About the same time, Home Box Office began producing its own run of series. Oz, though I love it, was a glorified night time soap opera and a respectable first attempt. The Sopranos is generally acknowledged as their masterpiece, though those seeking to be a little contrarian will champion The Wire as the best HBO series. Either way, both unfolded almost as gigantic miniseries, needing to be viewed as a whole to be appreciated in their full beauty. Sure, most episodes of The Sopranos unfold around an issue of the week in Tony’s life, but these generally play as a solo movement in a larger concerto. I know nothing about music, so I don’t know if I messed up that metaphor.

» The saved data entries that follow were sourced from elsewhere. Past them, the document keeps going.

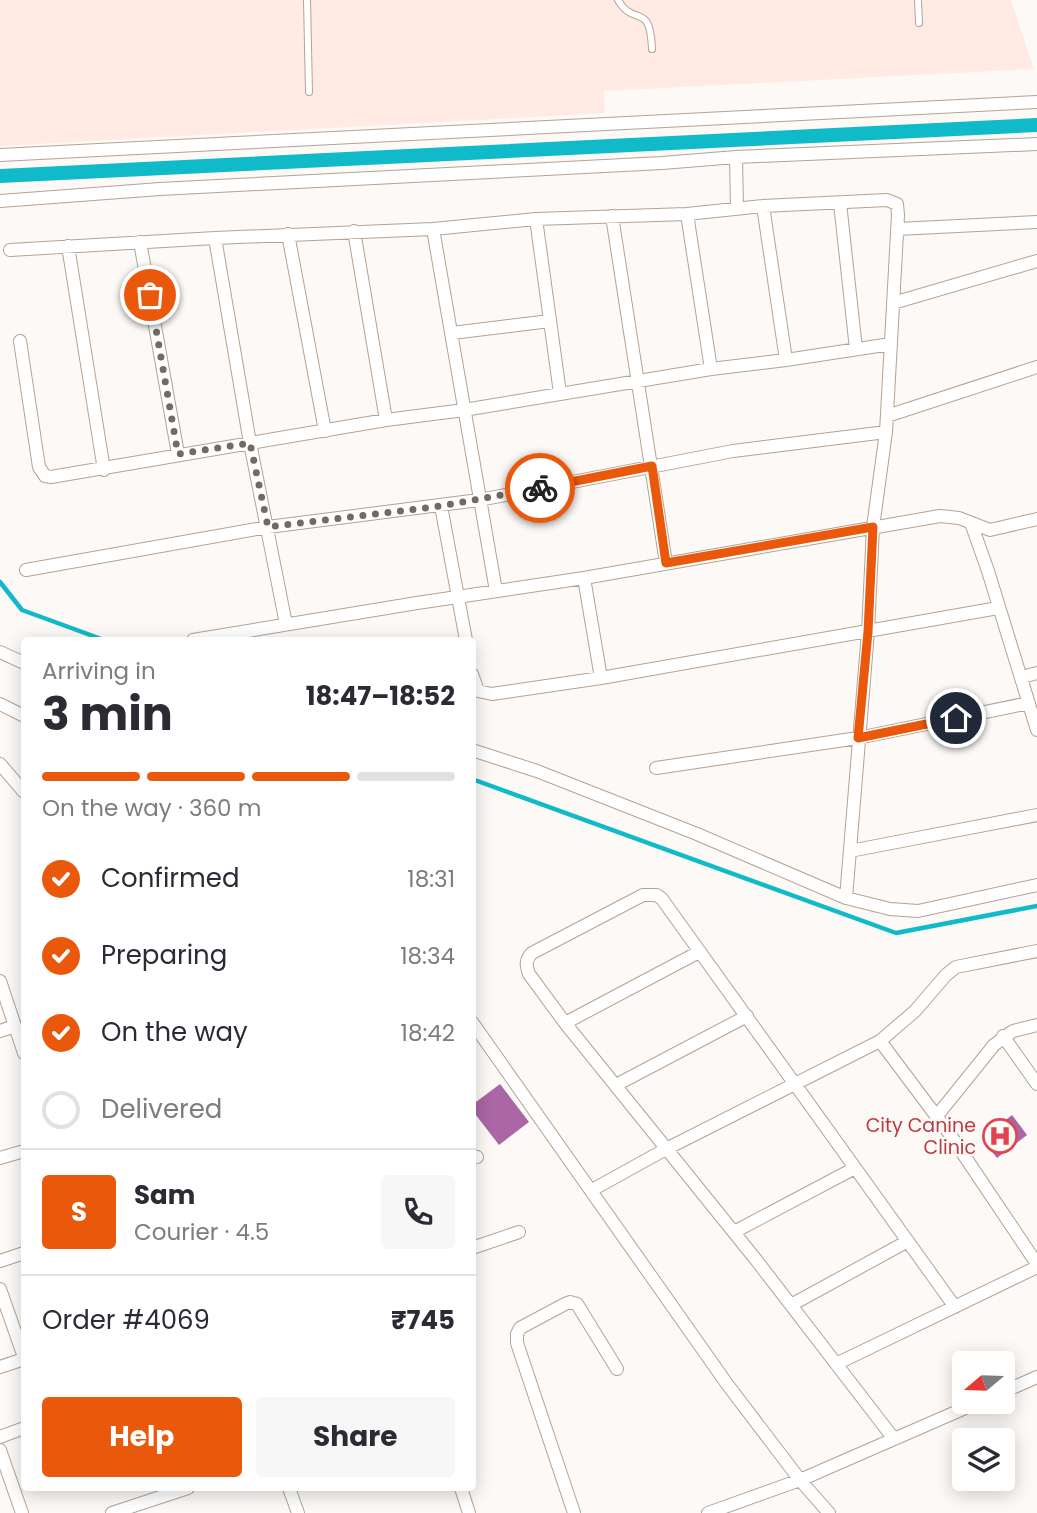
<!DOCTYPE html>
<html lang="en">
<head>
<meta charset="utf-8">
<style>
	:root { --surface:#fff; --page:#f7f7f7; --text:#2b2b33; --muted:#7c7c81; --line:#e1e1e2; --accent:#ea580c }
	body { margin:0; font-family:Poppins,sans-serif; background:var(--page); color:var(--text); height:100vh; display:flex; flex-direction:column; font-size:26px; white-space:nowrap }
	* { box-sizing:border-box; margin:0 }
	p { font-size:23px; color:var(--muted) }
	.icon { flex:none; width:38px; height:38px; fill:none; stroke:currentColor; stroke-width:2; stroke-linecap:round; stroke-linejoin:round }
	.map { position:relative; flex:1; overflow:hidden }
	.drawer { position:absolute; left:21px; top:637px; width:455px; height:854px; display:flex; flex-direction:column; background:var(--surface); border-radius:7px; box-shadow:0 4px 18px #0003 }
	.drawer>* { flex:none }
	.needle { width:46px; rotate:251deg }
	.fabs { position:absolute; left:952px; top:1351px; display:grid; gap:14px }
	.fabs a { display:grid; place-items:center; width:63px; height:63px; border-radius:7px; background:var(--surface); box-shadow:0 4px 18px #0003; font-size:35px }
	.pin { position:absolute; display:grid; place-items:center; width:60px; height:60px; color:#fff; margin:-30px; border:4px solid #fff; border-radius:50%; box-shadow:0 2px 7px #0007 }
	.courier { position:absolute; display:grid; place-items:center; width:70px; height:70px; margin:-35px; border:5px solid #ea580c; border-radius:50%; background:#fff; color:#222; box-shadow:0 2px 9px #0007 }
	.summary em { font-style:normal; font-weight:700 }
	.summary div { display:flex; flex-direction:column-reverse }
	.summary { display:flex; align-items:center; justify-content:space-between; height:119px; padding:0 21px }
	h1 { font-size:46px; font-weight:700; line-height:52px }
	.bar { display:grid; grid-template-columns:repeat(4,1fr); gap:10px 7px; align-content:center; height:84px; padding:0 21px }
	.bar i { height:9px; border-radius:5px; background:var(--line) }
	.bar .selected { background:var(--accent) }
	.bar p { grid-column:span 4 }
	.line { display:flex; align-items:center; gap:18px; padding:0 21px; border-top:2px solid var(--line) }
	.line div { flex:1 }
	.round { display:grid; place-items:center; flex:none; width:74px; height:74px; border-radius:7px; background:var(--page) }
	ol { padding:0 21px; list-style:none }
	li { display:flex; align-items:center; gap:21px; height:77px }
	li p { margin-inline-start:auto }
	li .icon { padding:7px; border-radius:50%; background:var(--accent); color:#fff; stroke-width:4 }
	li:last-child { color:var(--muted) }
	li i { width:38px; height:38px; border:4px solid var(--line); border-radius:50% }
	.button { display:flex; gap:14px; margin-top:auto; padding:14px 21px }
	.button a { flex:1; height:80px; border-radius:7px; background:var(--accent); color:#fff; font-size:28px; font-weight:700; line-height:80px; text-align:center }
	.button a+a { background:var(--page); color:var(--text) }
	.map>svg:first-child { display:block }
</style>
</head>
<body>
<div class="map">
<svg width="1037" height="1513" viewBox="0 0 1037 1513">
	<rect width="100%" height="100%" fill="#fcf9f6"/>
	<path fill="#ffebe3" d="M0,0H1011L1034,69L604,91L605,113L0,146Z"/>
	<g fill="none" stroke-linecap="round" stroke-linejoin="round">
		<path stroke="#10bac9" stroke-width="4.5" d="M0,582L22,610L104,640
			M472,779L896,933L1037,906"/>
		<path stroke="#10bac9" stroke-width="14" d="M0,176L1037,125"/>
	</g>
	<path fill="#aa66a5" d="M500,1084L529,1122L499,1145L472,1110V1105Z
		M1012,1115L1027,1135L997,1158L982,1139Z"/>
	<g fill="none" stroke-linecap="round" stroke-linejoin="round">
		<g stroke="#b2a395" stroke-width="8">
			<path id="lane" d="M307,0L309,92
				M618,0C634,28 650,0 652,49
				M918,0L919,23"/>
		</g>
		<g stroke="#b2a395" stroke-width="14">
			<path id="street" d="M0,155L1037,102
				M736,157L737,208
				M0,201L160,189L662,163L736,157L1037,144
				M840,203L856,349
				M763,206L786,360
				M687,214L711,369
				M612,216L666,563
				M536,219L560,393
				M433,229L496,591
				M897,229L1037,222
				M354,231L386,420
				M288,234L325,431
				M215,238L250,443L286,624
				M140,242L178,454
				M68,246L104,470
				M10,250L215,238L433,229L536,219L687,214L763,206L887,200L897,204L898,215L886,432L873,527L868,632L846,898
				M893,303L1037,261
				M452,333L550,321
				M20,341L39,467L45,476L51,477L386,420L464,410L711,369L786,360L891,344
				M887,416L1037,367
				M441,506L466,640
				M971,523L988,571L1037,730
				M26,570L268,527L479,500L733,451L886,432
				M584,578L601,678
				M193,640L417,603L584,578L940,516L959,518L990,530L1037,519
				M0,652L24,663
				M472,674L478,691L492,694L601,678L998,608
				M1022,677L1037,673
				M0,704L24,716
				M472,750L537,771L697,834L846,898L890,909L918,911L1037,885
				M0,764L24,792
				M656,768L858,738L1029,703
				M850,851L1037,815
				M0,981L24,1053
				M472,1022L727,1384L800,1480L829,1513
				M565,1023L699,952
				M0,1031L15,1026
				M1003,1036L1037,1084
				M880,1041L949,1133L1037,1264
				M616,1085L747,1016
				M936,1117L994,1045L1013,1031L1037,1025
				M0,1158L24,1151
				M472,1158L477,1157
				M592,1190L666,1149L880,1041L915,1011L946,975L956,967L1037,951
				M734,1232L855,1168
				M472,1248L519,1232
				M0,1261L24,1253
				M0,1289L24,1357
				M791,1305L908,1241
				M836,1364L1037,1267
				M0,1367L24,1359
				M1003,1392L1037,1377
				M0,1437L24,1428
				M894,1439L757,1261L565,1023L529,974C526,965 525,960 532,953L643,895H657L662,899L955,1307
				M0,1450L22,1513
				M289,1488L298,1513
				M461,1488L469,1513
				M112,1513L188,1488
				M574,1513L517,1343V1334L520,1328L565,1304L570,1302L577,1304L617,1369
				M708,1513L800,1480L979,1402"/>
		</g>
		<use href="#lane" stroke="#fff" stroke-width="6"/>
		<use href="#street" stroke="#fff" stroke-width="12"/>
	</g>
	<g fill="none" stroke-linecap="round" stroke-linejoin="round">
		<path stroke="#706b66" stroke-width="7" stroke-dasharray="0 12.6" d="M150,295L178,454L250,443L268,527L441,506L540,488"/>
		<path stroke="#ea580c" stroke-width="9" d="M540,488L652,466L666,563L873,527L868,632L858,738L956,718"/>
	</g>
	<defs>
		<g id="hospital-ring" transform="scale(1.75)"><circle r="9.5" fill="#fcf9f6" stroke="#e0444e" stroke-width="1.5"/><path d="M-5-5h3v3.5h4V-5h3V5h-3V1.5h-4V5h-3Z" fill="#e0444e"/></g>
	</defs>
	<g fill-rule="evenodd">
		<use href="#hospital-ring" x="1000" y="1136"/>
	</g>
	<g text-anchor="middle" stroke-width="5" stroke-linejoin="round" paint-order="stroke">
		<g font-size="19" fill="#be3a42" stroke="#fcf9f6" text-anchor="end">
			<text x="976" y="1132">City Canine<tspan x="976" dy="22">Clinic</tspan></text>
		</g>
	</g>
</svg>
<div class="fabs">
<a><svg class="needle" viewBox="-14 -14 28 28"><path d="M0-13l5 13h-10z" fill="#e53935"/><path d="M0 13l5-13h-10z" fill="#7c7c81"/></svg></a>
<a><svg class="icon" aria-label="layers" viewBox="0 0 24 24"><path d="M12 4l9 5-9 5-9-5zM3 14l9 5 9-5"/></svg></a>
</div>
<div class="pin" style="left:150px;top:295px;background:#ea580c"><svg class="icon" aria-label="bag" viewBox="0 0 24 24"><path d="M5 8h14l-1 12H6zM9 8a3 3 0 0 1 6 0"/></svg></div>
<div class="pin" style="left:956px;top:718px;background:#1f2937"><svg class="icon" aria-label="home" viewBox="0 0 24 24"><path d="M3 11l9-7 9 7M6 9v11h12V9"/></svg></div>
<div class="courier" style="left:540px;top:488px"><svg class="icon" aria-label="bike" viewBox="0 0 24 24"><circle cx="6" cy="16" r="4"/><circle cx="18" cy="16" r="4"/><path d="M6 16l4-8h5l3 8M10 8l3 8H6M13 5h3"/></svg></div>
<section class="drawer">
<div class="summary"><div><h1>3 min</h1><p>Arriving in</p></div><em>18:47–18:52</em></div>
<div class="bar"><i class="selected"></i><i class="selected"></i><i class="selected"></i><i></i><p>On the way · 360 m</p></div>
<ol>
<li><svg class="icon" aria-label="check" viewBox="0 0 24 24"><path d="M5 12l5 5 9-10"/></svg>Confirmed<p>18:31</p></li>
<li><svg class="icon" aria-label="check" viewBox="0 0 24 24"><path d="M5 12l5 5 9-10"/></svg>Preparing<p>18:34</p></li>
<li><svg class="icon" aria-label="check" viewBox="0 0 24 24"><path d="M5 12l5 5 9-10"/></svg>On the way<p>18:42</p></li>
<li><i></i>Delivered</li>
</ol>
<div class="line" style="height:126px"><b class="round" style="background:var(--accent);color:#fff">S</b><div><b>Sam</b><p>Courier · 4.5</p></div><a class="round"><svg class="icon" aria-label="phone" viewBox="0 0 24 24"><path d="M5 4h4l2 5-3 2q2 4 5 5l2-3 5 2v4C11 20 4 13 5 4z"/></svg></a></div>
<div class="line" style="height:91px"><div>Order #4069</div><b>₹745</b></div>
<div class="button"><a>Help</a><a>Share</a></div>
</section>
</div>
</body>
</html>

At the same time, regular television shows such as Lost proved that modern audiences could follow an interweaving, no-answers-up-front style of storytelling, with a carefully-constructed six year arc. Well, either that or they’re making it up as they go along, depending on who you ask. Love it or loathe it, it represents a huge step forward in modern storytelling – contestably one story in 150 smaller chapters. A more obvious example is 24, where literally every hour on screen is an hour in Jack Bauer’s really bad day. The advent of the DVD market at around this time undoubtable helped these shows reach people who want a big story, but are afraid of missing an episode on the television.

I love that television seems to have found a unique way of telling a story. That’s how media evolves. Film took a while to find its feet (initially stalling in boring uninspired adaptations of stage plays), emulating an earlier media form much as television aspired to. Sure, you’ll still find a movie-of-the-week style show or two (Law & Order and the CSI franchise spring to mind), but even those shows seemingly following an episodic story format will infulge the odd long game (the CSI franchise like serial killers, unsurprisingly; Life on Mars saw Sam try to get home while solving the crime o’ the week; House is as much about the protagonists many, many, many on-going issues as it is the patient of the week).

I love movies. I also love television. Variety is the spice of life.